South Carolina tried punt returner No. 4 on the season Sunday against Georgia.
And the day still ended with Gamecocks coach Will Muschamp openly lamenting how he assumed he’d be able find one player who could return punts on a Division I roster.
USC put tight end Hayden Hurst back there in an effort just to get possession, and it didn’t go well. Five Georgia punts came his way, he laid hands on none.
A couple went out of bounds, but balls he didn’t field were downed on South Carolina’s 9-, 3- and 3-yard lines. The Bulldogs got good field position after two of those drives and converted them into touchdowns.
Hurst gave way to Chris Lammons, who fair caught the one that went his way.
Several times, Hurst appeared to be in position to field it, but ended up waving off his teammates and letting the ball roll.
“That’s the first time I’ve ever punt returned in my life,” Hurst said. “It’s difficult to get a read on those balls. Ball was wobbling, looked like it was going to fall short and then took a heck of a bounce. That’s a tough one.”
South Carolina had tried three other players at the spot, and all had at least one muff.
All went off
The game Sunday had a little less buzz than usual. Then again, it was being played on a Sunday.
With Hurricane Matthew delaying the game a day, most things around the stadium went off as planned. There were fewer cars in the parking lot, more empty seats and a video board that took a bit longer to go on than usual, but there were no notable problems in pulling off a gameday.
Athletics director Ray Tanner said he was happy with how everything went, shifting things backs a day, and Muschamp took a moment to thank an array of folks for orchestrating the quick change of plans.
“I want to thank president (Harris) Pastides, coach (Ray) Tanner, sheriff (Leon) Lott for making this happen today,” Muschamp said. “It takes a lot of work and effort on those people’s parts to make this happen, so I appreciate it.”
South Carolina’s playmaker-starved offense got a boost with the return of wide receivers Bryan Edwards and Deebo Samuel, who missed a combined five games with nagging hamstring issues.
Samuel reinserted himself into a leading role on the offense with a team-high 90 yards on four catches, along with a touchdown run. Edwards had 35 yards on his three catches, including a 23-yarder.
“It was great,” Gamecocks quarterback Perry Orth said. “They’re big-time players, and they made plays for us. It was awesome having them back.
“We’ve got playmakers. It’s coming. I believe it.”
Samuel admitted he’d been frustrated by having to sit three weeks. He knew the injury wasn’t as bad as the one that cost him most of his freshman campaign, but he also saw his year interrupted on the first play of the second game.

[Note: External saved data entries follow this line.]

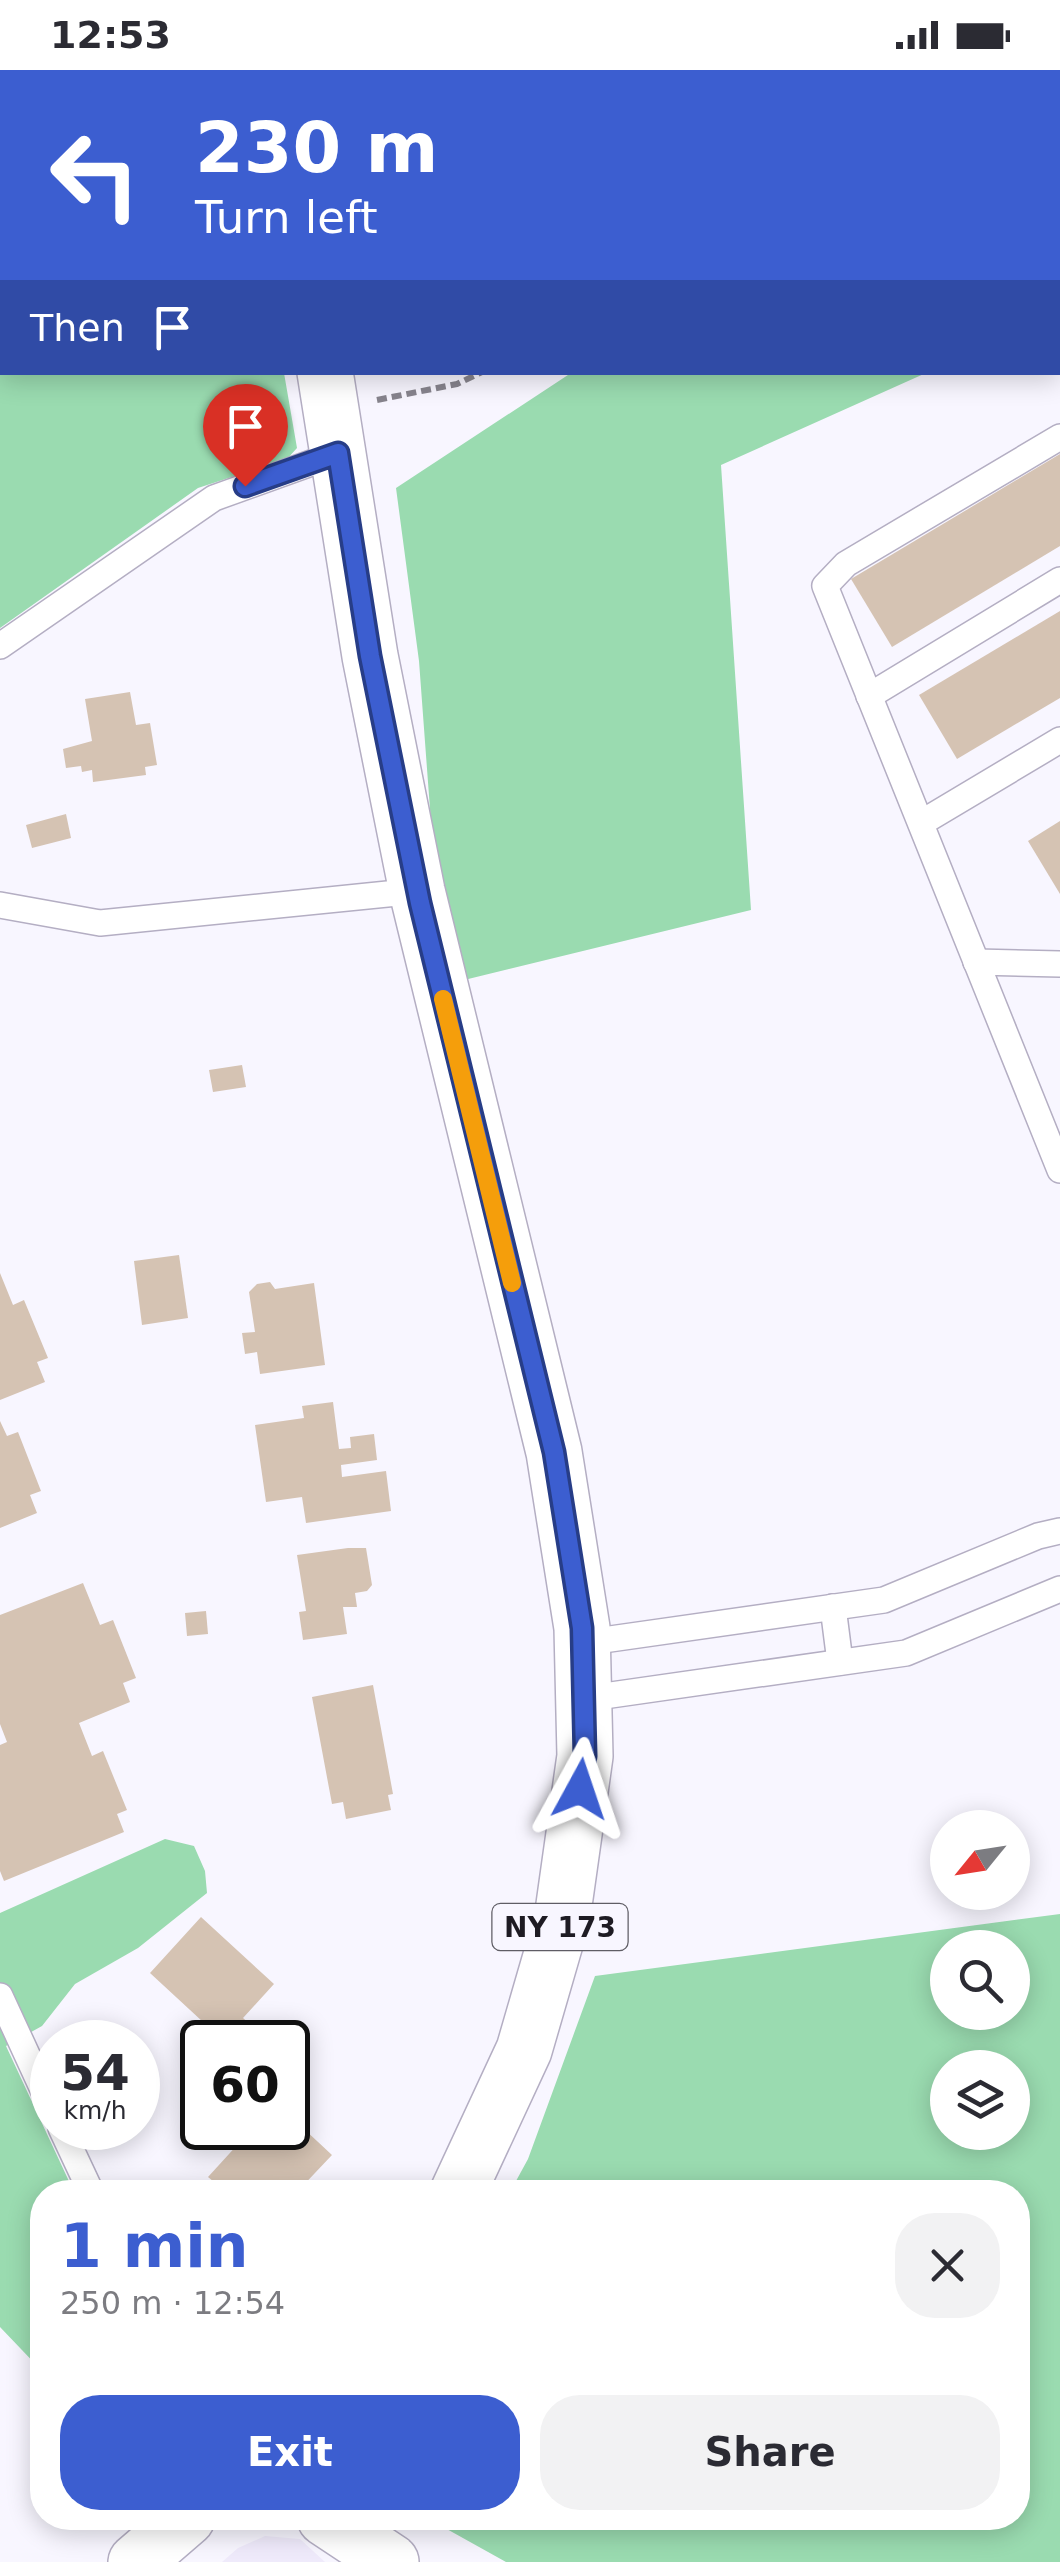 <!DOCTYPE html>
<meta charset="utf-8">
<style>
:root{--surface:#fff;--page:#f2f2f3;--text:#2b2b33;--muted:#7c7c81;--accent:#3c5ed0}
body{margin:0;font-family:"DejaVu Sans",sans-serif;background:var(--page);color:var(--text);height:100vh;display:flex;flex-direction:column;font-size:38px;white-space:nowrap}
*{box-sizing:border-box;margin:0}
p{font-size:32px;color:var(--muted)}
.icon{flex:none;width:55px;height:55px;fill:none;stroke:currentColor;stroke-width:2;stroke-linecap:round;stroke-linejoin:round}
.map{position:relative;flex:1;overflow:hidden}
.details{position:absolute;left:30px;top:2110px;width:1000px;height:350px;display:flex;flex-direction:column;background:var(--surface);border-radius:40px;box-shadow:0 5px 25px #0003}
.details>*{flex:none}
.guide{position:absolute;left:0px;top:0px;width:1060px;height:305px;box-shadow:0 5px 25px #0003;background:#3c5ed0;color:#fff;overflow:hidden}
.needle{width:65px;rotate:240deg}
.controls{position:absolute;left:930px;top:1740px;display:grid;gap:20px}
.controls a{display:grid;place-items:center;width:100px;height:100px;border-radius:50%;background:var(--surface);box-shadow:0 5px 25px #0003;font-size:50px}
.speed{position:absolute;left:30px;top:1950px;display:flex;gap:20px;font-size:50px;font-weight:700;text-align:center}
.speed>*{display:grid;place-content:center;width:130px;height:130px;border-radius:50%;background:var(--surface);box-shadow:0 5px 25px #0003;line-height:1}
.speed small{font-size:25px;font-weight:400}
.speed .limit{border:5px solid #111;border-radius:15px;background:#fff;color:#111}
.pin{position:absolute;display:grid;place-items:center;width:85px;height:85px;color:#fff;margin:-102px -42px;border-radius:50% 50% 50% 0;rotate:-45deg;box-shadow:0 0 10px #0007}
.pin .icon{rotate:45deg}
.me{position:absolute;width:110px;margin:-55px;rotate:5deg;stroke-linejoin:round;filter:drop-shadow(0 0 8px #0008)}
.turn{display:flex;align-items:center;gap:35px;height:210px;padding:0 30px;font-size:45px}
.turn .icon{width:130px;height:130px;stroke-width:2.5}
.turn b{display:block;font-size:70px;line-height:85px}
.then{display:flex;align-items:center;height:95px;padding:0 30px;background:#0003;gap:20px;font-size:38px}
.round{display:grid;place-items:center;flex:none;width:105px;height:105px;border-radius:40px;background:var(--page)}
.summary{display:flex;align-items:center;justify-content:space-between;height:170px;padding:0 30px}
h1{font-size:60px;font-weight:700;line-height:75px;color:var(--accent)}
.button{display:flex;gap:20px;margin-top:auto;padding:20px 30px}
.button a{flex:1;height:115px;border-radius:40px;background:var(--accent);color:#fff;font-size:40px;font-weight:700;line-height:115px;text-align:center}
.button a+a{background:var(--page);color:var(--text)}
.status{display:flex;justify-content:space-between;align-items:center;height:70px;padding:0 50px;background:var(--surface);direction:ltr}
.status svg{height:28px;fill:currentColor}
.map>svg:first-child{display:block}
.built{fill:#efeafb}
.green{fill:#9adbb0;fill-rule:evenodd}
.building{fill:#d5c3b3}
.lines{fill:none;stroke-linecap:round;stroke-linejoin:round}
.lane-casing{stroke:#b4aec3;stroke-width:28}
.secondary-casing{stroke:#b4aec3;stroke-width:58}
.primary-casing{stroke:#b4aec3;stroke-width:58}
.path{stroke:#87848d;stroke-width:6;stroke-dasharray:10 5;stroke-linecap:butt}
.lane{stroke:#fff;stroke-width:25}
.secondary{stroke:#fff;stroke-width:55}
.primary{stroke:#fff;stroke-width:55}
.route-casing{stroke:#273d87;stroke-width:25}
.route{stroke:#3c5ed0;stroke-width:18}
.slow{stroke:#f59e0b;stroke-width:18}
.labels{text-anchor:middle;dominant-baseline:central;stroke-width:10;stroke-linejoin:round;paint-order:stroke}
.shield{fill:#f8f6ff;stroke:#5f5d65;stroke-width:2.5}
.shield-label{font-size:28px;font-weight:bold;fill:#1e1b23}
</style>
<div class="status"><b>12:53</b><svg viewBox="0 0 49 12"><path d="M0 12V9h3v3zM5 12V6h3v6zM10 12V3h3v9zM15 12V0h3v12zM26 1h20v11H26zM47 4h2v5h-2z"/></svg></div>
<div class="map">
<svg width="1060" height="2492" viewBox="0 0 1060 2492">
<rect width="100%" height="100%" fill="#f8f6ff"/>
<path class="built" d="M265,2466l35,3 25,23h-103l16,-14z"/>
<g class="green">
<path d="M0,0l233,2h-231v300l282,1 13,75 -10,11 -89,29 -198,140z"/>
<path d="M571,303h355l-205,92 30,445 -291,71 -28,-145 -13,-175 -23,-173z"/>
<path d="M165,1769l29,7 11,25 2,22 -69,55 -63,36 -33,42 -36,20 68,146h-32v179l-42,-44v-414z"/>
<path d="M1060,1844v648h-554l-79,-44h591v-326h-508l18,-33 67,-183zM948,1878h64v64h-64zM948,1998h64v64h-64z"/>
</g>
<g class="building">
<path d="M1060,384v92l-168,101 -41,-68z"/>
<path d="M1060,541v87l-103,61 -38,-64z"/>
<path d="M130,622l6,33 14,-2 7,42 -12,2 1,8 -53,7 -1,-12 -10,2 -1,-6 -15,2 -3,-19 29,-8 -7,-42z"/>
<path d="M66,744l5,24 -39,10 -6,-23z"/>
<path d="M1060,751v73l-32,-53z"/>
<path d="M242,995l4,22 -33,5 -4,-22z"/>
<path d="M179,1185l9,63 -46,7 -8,-64z"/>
<path d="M0,1203l13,32 11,-5 24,58 -11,4 8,20 -45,18z"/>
<path d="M270,1212l5,7 39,-6 11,82 -65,9 -3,-22 -12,2 -3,-21 13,-1 -6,-40 8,-8z"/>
<path d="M333,1332l6,47 12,-1 -1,-11 24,-3 3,26 -36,5 1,12 44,-6 5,40 -85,12 -4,-26 -36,5 -11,-77 49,-7 -2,-12z"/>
<path d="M0,1351l7,15 11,-4 23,59 -11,4 7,18 -37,15z"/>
<path d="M348,1478h18l6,37 -5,6 -12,2 2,14h-14l4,27 -44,6 -4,-28 7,-1 -9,-56z"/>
<path d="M83,1513l17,42 13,-5 23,58 -13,5 7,19 -51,21 13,33 11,-5 24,59 -10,4 7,18 -120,49 -4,-10v-126l7,-3 -7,-18v-109z"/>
<path d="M206,1541l2,23 -21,2 -2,-23z"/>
<path d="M373,1615l20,109 -5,1 3,15 -45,9 -3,-17 -11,2 -20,-107z"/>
<path d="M201,1847l73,67 -31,34 27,24h-62l8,-8 -66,-61z"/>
<path d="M202,1979v38l-18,-17z"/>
<path d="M288,1989l22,20 -22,24z"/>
<path d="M288,2044l44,41 -35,37h-71l-18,-15 42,-46 -4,-3h42z"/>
</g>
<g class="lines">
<defs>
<g id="lane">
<path d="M1060,367l-214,127 -21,22 235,584"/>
<path d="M0,576l214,-148 125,-45"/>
<path d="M869,626l191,-116"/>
<path d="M921,753l139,-83"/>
<path d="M0,835l100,18 317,-32"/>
<path d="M976,892l84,2"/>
<path d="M833,1537l7,55"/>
<path d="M582,1573l302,-43 154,-64 22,-5"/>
<path d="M583,1629l323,-46 154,-64"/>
<path d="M0,1926l52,113"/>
<path d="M61,2058l30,64"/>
</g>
<path id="secondary" d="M325,2448l66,44"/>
<g id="primary">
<path d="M279,0v2"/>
<path d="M325,302l45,284 47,235 137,561 28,176 3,128 -23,163 -38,131 -66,142"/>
<path d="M136,2492l51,-44"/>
</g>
</defs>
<use href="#lane" class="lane-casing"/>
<use href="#secondary" class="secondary-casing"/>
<use href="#primary" class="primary-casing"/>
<g class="path">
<path d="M819,2l4,-2"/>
<path d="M377,330l80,-16 25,-12"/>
</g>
<use href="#lane" class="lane"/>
<use href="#secondary" class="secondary"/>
<use href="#primary" class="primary"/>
</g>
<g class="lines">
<defs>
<path id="route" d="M245,416l93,-33 32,203 50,247 134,549 28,176 3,128 -5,33"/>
</defs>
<use href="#route" class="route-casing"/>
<use href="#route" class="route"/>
<path class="slow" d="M443,929l69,284"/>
</g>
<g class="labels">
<rect class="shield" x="492.5" y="1834" width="135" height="46" rx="8"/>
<g class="shield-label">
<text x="560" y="1857">NY 173</text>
</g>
</g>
</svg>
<div class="controls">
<a><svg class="needle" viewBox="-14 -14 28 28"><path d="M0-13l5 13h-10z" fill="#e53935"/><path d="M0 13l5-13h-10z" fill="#7c7c81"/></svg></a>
<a><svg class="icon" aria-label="search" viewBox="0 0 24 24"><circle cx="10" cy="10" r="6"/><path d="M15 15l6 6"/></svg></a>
<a><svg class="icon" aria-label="layers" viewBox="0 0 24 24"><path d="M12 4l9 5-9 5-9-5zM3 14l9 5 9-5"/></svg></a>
</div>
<div class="speed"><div>54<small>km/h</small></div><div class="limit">60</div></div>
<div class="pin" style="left:245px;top:416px;background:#d93025"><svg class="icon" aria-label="arrive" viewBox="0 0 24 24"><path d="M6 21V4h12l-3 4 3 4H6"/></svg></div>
<svg class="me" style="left:580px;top:1719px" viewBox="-20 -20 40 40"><path d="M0-17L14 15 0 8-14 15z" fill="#3c5ed0" stroke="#fff" stroke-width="4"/></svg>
<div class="guide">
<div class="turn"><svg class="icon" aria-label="left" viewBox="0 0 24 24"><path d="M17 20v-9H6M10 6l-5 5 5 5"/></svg><div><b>230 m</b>Turn left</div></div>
<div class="then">Then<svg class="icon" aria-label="arrive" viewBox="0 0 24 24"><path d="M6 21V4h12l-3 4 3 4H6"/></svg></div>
</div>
<section class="details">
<div class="summary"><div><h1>1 min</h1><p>250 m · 12:54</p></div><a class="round"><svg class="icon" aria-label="close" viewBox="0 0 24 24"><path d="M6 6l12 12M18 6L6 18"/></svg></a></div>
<div class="button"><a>Exit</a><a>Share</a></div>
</section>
</div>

“These past couple weeks have been kind of miserable for me, trying to stick with rehab,” Samuel said. “Now I got back out there, made plays.”
▪ Muschamp had a bloody lip during the game, and afterwards brushed off a question about it, saying he just cut it on the sideline.
▪ The lettering on the front of the press box at Williams-Brice was damaged when the edge of Hurricane Matthew hit Columbia. When the stadium opened Sunday, the remaining undamaged letters, put up in 2005 at the request of Steve Spurrier, had been taken down.
▪ South Carolina wore its “Big Game Garnet” uniform combination, garnet jersey and pants with a white helmet, a Spurrier favorite.
▪ This was the first time both teams were unranked when they met since 1997.
▪ Gamecocks captains were Buck Darius English, safety D.J. Smith, guard Cory Helms and linebacker Bryson Allen-Williams.
▪ Kicker Elliott Fry is 12 points away from South Carolina’s career record and 18th on the SEC list.
▪ Georgia missed a chance for a Hail Mary late in the first half when Kirby Smart couldn’t get a timeout and the clock ran out.